Q. I recently installed vinyl-coated wallpaper in my kitchen. The wallpaper is perfect, except for one minor problem I have not been able to solve.
The area behind the stove ended up with grease splashes. All of the cleaners I have tried for spot removal also remove the color from the wallpaper.
I have plenty of extra wallpaper to redo this area. Is there any kind of coating I can apply to the paper so grease and food splashes will come off? -- N.S.G.
A. Your best bet is to cover the wallpaper with a sheet of acrylic plastic. Such a panel can be custom cut and is available from a plastics supplier.
Shellac and clear varnish are not recommended because they will damage the wallpaper. Scotchgard is effective until you wash the surface, so it would have to be reapplied after each time you wash.
The next time you buy wallpaper for bath or kitchen, be sure it is solid vinyl that is washable.
Q. I recently purchased a condominium that needs some redecorating. The master bedroom has an 8-foot by 12-foot wall covered with foot-square mirror tiles. Half are designed squares and the other half are smoky gray.
I would like to remove these squares. Could I tackle this job and how do I go about it? -- A.N.
A. An excellent method for removing the mirror tiles is to use ordinary monofilament fishing line rated at 30 pounds to 50 pounds.
Slip the line behind the mirror squares and pull it like a saw in both directions. This will cut through the mastic without damage to the wall or tile.
If the tiles do not give way with this method, try using a long, thin, steel spatula behind the tile and with a sliding action, separate the adhesive backing tape from the wall.
This method is recommended for tiles six inches square or less, which are usually made with a two-faced tape adhesive backing.
Larger-size tiles, which tend to cause significant wall damage when removed, are best dealt with by taking a towel-wrapped hammer and breaking each tile with one or two strong taps. Then peel off the broken pieces.
When attempting to remove mirrored tiles, wear both heavy gloves and eye goggles for protection.
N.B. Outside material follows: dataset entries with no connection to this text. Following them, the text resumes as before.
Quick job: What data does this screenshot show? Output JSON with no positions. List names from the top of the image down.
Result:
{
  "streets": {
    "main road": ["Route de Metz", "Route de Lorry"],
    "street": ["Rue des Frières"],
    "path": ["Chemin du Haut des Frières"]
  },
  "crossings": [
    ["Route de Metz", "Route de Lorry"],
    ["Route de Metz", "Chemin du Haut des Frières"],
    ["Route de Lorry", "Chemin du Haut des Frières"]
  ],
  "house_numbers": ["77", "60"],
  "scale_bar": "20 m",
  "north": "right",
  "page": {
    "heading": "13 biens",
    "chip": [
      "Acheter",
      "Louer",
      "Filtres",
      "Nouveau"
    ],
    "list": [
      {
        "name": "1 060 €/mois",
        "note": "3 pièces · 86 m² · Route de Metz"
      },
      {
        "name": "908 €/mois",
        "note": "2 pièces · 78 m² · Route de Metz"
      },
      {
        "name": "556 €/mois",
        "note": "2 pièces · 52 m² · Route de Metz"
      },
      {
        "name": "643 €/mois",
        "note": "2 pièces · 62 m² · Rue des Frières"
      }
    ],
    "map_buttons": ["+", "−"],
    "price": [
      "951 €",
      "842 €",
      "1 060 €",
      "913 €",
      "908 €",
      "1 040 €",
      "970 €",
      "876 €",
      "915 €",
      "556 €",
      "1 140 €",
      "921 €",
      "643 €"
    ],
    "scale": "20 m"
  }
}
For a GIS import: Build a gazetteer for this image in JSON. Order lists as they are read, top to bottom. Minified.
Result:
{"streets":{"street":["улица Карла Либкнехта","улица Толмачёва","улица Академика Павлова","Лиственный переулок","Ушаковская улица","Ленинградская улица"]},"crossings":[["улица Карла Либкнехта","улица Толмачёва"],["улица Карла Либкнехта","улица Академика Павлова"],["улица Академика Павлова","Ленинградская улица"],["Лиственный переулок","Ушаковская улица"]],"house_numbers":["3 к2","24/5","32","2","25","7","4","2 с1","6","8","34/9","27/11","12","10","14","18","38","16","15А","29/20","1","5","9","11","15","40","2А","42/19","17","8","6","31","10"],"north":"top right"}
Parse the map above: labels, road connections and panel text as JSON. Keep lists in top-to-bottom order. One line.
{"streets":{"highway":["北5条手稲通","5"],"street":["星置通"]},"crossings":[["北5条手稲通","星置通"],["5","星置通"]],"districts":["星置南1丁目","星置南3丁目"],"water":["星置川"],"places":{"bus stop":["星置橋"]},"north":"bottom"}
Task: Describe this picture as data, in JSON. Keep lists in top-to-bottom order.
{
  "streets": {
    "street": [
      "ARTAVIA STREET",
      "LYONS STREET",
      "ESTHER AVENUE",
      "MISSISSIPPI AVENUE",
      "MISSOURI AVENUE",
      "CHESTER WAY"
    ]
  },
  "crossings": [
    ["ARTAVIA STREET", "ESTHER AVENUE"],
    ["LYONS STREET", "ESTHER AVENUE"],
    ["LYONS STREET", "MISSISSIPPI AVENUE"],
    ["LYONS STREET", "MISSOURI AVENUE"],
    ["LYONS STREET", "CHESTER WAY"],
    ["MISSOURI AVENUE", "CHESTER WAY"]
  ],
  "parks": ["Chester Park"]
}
Remove any remaining adhesive that sticks to the wall with the proper solvent, depending on the composition of the adhesive backing on the mirror tiles. Often your local paint dealer will help you test for the proper solvent if you can take a sample in with you.
Q. I have a boat, my second home, that has an automobile-type headliner in the ceiling. The former owner was a smoker and the headliner is darkened from the smoke. Please tell me what type of cleaner to use. -- T.H.
A. Usually some type of vinyl fabric is used for headliners on boats. Marine stores carry special products for use on vinyl.
I have found that household cleaners such as 409 or Simple Green do an excellent job in cleaning this type of headliner. Test in an inconspicuous area first.
You may have to repeat the cleaning process several times before you can remove all of the residue that has built up over the years.
Spray the cleaner on the headliner and wipe with a damp sponge to remove all dirt and any of the remaining cleaner. Then go over the area again with a clean wet sponge and dry with a soft cloth.
Another suggestion was offered by one of our readers, who recommended rubbing alcohol as an effective agent for removing smoke stains.
Simply soak a rag in rubbing alcohol and wipe the smoke stains off. Experiment in an inconspicuous area before treating the entire ceiling.